Last week, Susan Reichle—recently appointed to be IYF CEO starting January 2019—joined a distinguished panel at the Center for Strategic and International Studies (CSIS). The discussion centered on how—and why—the United States should actively contribute to the creation of environments worldwide that lead to robust job growth and a well-equipped workforce. The event marked the launch of the new CSIS report The Future of Global Stability: The World of Work in Developing Countries.

“Thanks to the Center for Strategic and International Studies,” Reichle said, “for bringing attention to the issues that impact young people around the world.”

While the report did not focus exclusively on youth, it highlighted the importance of youth unemployment as inextricably linked to global development issues broadly.
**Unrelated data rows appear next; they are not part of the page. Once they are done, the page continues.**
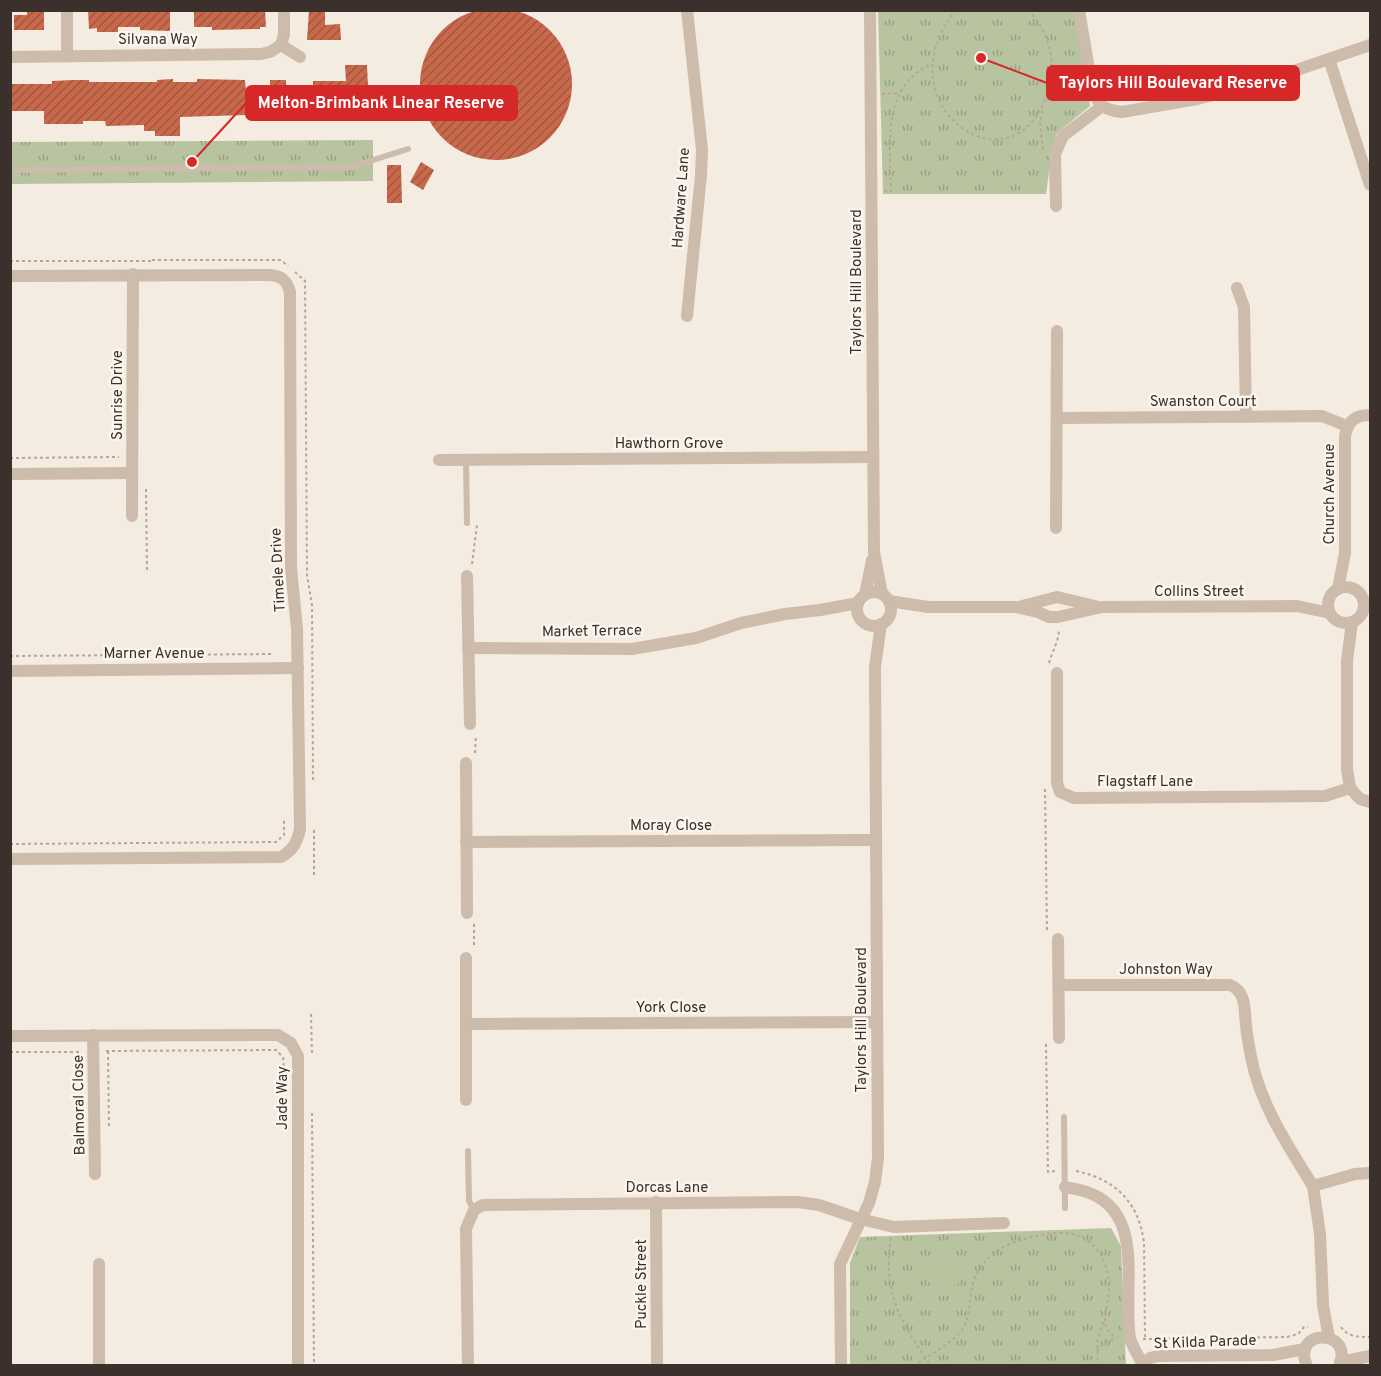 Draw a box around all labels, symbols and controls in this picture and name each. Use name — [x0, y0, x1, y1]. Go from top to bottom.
street label: Silvana Way — [118, 31, 198, 50]
callout: Taylors Hill Boulevard Reserve — [1047, 66, 1299, 100]
text: Taylors Hill Boulevard Reserve — [1059, 74, 1287, 94]
callout: Melton-Brimbank Linear Reserve — [246, 86, 517, 120]
text: Melton-Brimbank Linear Reserve — [258, 94, 504, 114]
street label: Hardware Lane — [669, 147, 695, 249]
street label: Taylors Hill Boulevard — [848, 209, 867, 355]
street label: Sunrise Drive — [109, 350, 128, 440]
street label: Swanston Court — [1150, 393, 1256, 412]
street label: Hawthorn Grove — [615, 435, 723, 454]
street label: Church Avenue — [1321, 443, 1340, 545]
street label: Timele Drive — [267, 527, 291, 613]
street label: Collins Street — [1154, 583, 1244, 602]
street label: Market Terrace — [542, 622, 642, 642]
street label: Marner Avenue — [103, 645, 205, 664]
street label: Flagstaff Lane — [1097, 773, 1193, 792]
street label: Moray Close — [630, 817, 712, 836]
street label: Taylors Hill Boulevard — [853, 947, 872, 1093]
street label: Johnston Way — [1119, 961, 1213, 980]
street label: York Close — [636, 999, 706, 1018]
street label: Balmoral Close — [70, 1054, 90, 1156]
street label: Jade Way — [274, 1066, 293, 1130]
street label: Dorcas Lane — [626, 1179, 708, 1198]
street label: Puckle Street — [633, 1239, 652, 1329]
street label: St Kilda Parade — [1153, 1332, 1257, 1354] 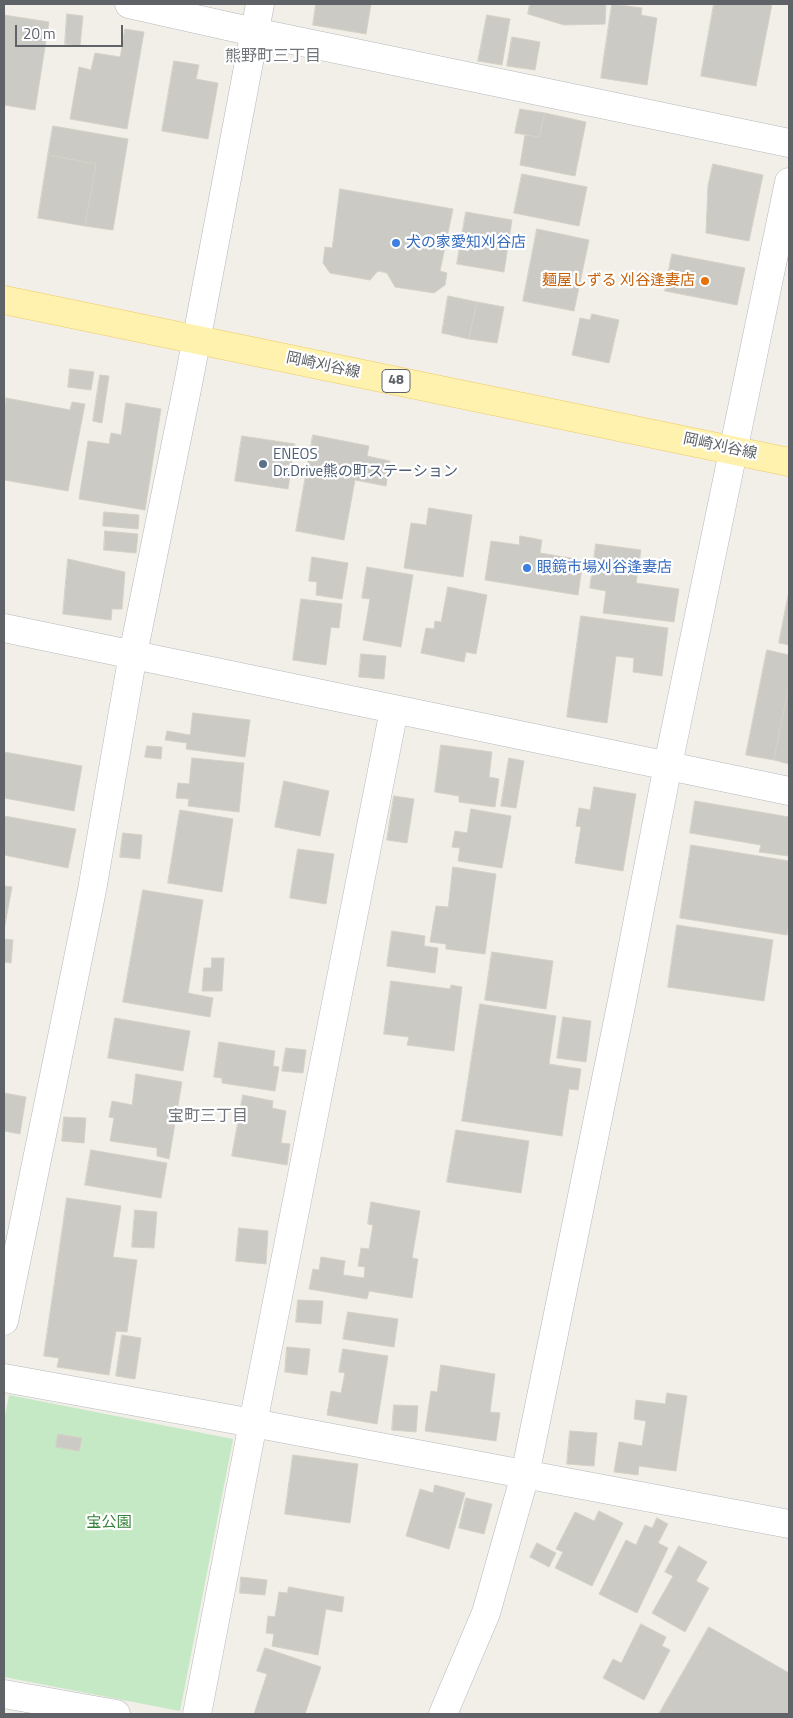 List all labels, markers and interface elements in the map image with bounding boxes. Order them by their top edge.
scale bar [18,15,125,47]
text: 20 m [23,22,56,45]
district label: 熊野町三丁目 [225,47,321,67]
place label: 犬の家愛知刈谷店 [406,234,526,252]
marker: 犬の家愛知刈谷店 [390,237,402,249]
place label: 麺屋しずる 刈谷逢妻店 [542,272,695,290]
marker: 麺屋しずる 刈谷逢妻店 [699,275,711,287]
street label: 岡崎刈谷線 [284,349,362,383]
road number: 48 [382,370,410,392]
street label: 岡崎刈谷線 [681,430,759,464]
place label: ENEOS Dr.Drive熊の町ステーション [273,446,458,481]
marker: ENEOS Dr.Drive熊の町ステーション [257,458,269,470]
place label: 眼鏡市場刈谷逢妻店 [537,559,672,577]
marker: 眼鏡市場刈谷逢妻店 [521,562,533,574]
district label: 宝町三丁目 [168,1107,248,1127]
park label: 宝公園 [87,1514,131,1532]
Among many takeaways, here are three that emerged:

  • In a connected world, distinctions between global and domestic issues often blur. The authors of the report assert that the United States—with an experienced, innovative private sector, diverse aid institutions, and an engaged NGO community—is uniquely capable of improving the state of job growth and economic stability in the developing world. Moreover, the report argues it is in the U.S. best interest, in terms of national security and economic prosperity, to do so. Many people who would benefit from active U.S. involvement "are potential future consumers of U.S. goods and services," the authors state. Moreover, when people find decent work they are more likely to feel a sense of belonging, community, and purpose—essential ingredients for stability.
  • Big problems can’t be solved alone—real solutions require a collaborative ecosystem approach. Stressing the importance of forming multi-stakeholder alliances, the authors pay special attention to the potential for positive impact that exists when the private sector aligns with nonprofit organizations and other training institutions. For the private sector to play an active role, they must recognize the return on investment. The authors explain, “Aligning a social cause with an economic problem is an attractive proposition for companies that want positive exposure on these issues and are interested in taking actions that will ultimately benefit them as well.” They highlight entra21 and New Employment Opportunities (NEO) as examples of effective ecosystem-building. In Latin America and the Caribbean, these IYF initiatives positively impacted the employment prospects for hundreds of thousands of young people and dramatically improved the conversation and cooperation among all actors in the employment ecosystem.
  • Don’t forget young people are partners in creating a stable, prosperous future. The Future of Global Stability is set against the all-too-familiar backdrop of statistics and facts about the crisis of global youth unemployment, such as the historically unprecedented youth population and the staggering number of young people not in employment, education, or training. This context is necessary, and the report provides a thorough overview; however, the report helpfully goes beyond data points to assert the inherent value of these individuals. “Young people can be assets, not just beneficiaries. They should have a seat at the table,” the authors write. Citing IYF's own Global Youth Wellbeing Index, they underscore the fact that, even when young people are living in situations not conducive to their wellbeing, they remain optimistic and enthusiastic about the future—including their economic futures.

To build a world like the one envisioned by the Sustainable Development Goals (SDGs)—one that is stable and prosperous for all—it’s critical to foster and facilitate youth potential in a way that includes them as contributors.